- Task brief
Every line below that holds the string "align" should be copied.

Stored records

------------------------------------------------------------------------

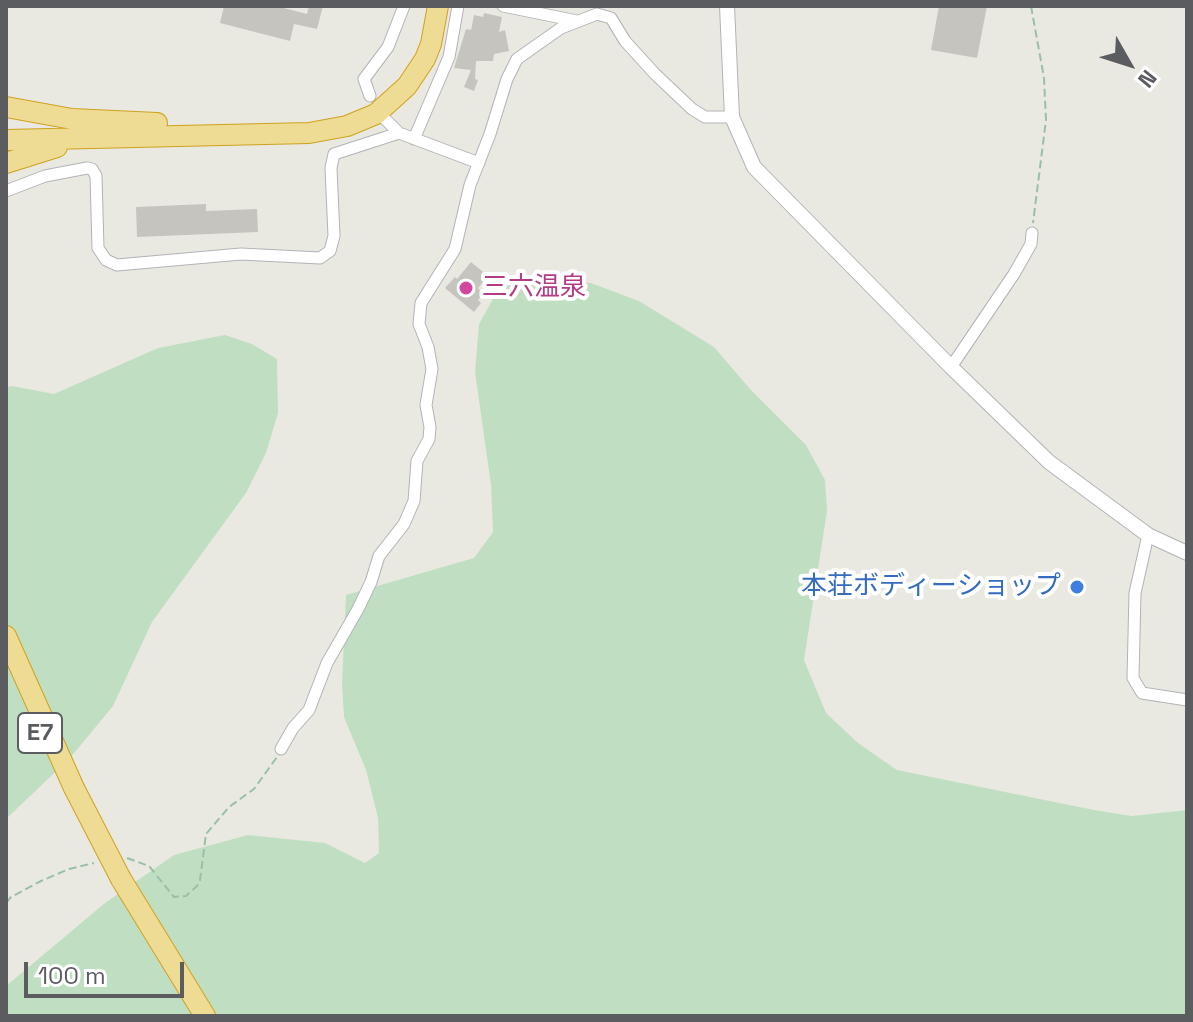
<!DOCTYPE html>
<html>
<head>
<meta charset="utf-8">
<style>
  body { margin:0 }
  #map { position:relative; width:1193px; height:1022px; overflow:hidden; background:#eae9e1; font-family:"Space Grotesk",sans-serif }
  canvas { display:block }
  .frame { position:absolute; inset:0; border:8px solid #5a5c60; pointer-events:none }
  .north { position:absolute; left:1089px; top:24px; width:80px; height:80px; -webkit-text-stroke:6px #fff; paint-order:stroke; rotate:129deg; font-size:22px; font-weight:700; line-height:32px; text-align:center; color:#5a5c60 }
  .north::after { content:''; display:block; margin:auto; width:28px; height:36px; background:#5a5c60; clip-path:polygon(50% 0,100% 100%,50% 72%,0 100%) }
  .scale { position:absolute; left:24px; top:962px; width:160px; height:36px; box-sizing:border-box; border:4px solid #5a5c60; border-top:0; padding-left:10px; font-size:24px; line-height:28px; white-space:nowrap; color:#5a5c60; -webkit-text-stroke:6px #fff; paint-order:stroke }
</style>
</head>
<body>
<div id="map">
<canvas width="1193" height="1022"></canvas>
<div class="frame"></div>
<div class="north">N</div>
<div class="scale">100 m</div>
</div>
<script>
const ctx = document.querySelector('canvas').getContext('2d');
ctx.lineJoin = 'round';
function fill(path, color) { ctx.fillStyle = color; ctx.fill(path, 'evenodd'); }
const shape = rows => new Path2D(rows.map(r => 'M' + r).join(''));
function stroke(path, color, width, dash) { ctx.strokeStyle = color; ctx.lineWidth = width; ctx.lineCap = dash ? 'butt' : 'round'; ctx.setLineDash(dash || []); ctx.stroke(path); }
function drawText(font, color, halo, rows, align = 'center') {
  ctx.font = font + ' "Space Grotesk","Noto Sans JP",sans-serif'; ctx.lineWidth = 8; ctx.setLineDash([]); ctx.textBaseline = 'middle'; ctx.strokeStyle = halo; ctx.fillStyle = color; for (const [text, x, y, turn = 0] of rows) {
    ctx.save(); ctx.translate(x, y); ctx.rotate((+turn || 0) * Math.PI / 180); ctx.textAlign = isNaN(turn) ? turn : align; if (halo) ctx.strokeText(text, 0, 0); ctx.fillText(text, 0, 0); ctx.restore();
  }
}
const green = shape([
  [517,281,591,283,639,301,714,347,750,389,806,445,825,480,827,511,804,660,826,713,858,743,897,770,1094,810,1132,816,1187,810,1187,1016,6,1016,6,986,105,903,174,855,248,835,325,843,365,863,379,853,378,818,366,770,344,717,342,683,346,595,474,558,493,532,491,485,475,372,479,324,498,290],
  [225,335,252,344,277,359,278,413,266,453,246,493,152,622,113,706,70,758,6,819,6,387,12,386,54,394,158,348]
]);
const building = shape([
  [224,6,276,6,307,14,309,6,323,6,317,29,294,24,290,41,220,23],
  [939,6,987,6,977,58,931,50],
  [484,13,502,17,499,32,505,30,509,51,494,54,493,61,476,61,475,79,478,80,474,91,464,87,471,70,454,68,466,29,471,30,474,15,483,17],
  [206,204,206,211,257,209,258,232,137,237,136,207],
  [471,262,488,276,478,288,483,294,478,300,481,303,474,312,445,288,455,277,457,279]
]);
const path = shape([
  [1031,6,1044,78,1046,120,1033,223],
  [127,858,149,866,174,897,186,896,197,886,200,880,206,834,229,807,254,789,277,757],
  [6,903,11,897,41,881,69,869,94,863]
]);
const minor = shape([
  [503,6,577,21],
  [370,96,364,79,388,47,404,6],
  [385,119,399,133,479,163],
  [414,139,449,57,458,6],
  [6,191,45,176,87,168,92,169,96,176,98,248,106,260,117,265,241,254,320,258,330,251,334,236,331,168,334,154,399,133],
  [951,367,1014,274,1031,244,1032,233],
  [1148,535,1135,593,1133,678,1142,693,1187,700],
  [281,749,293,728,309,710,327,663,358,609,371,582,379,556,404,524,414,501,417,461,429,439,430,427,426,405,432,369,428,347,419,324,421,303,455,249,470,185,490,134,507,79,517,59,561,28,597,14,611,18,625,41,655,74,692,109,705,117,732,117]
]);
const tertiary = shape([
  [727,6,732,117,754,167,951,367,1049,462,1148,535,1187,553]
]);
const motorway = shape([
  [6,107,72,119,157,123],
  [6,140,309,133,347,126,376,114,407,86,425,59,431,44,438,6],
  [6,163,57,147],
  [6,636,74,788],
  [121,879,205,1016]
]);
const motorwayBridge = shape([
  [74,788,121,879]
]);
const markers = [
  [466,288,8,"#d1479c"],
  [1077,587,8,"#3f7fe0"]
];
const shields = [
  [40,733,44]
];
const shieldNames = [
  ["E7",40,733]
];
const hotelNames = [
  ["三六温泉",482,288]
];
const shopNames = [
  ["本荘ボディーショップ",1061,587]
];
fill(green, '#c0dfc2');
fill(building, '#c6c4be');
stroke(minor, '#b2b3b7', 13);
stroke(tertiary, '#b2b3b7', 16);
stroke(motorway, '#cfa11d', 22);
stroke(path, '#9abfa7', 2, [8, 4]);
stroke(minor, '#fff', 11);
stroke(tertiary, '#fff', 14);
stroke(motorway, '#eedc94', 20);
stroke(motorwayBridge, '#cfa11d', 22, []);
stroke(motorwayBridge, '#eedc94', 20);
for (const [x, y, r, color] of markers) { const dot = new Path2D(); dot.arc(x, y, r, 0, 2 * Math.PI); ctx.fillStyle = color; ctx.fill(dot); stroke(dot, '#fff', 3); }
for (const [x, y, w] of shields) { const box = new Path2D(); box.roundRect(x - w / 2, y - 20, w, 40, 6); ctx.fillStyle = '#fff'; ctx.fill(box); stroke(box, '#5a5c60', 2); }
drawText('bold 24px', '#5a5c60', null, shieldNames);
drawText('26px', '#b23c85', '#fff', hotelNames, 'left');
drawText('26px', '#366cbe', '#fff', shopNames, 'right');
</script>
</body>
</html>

------------------------------------------------------------------------

- Result below
  .north { position:absolute; left:1089px; top:24px; width:80px; height:80px; -webkit-text-stroke:6px #fff; paint-order:stroke; rotate:129deg; font-size:22px; font-weight:700; line-height:32px; text-align:center; color:#5a5c60 }
function drawText(font, color, halo, rows, align = 'center') {
    ctx.save(); ctx.translate(x, y); ctx.rotate((+turn || 0) * Math.PI / 180); ctx.textAlign = isNaN(turn) ? turn : align; if (halo) ctx.strokeText(text, 0, 0); ctx.fillText(text, 0, 0); ctx.restore();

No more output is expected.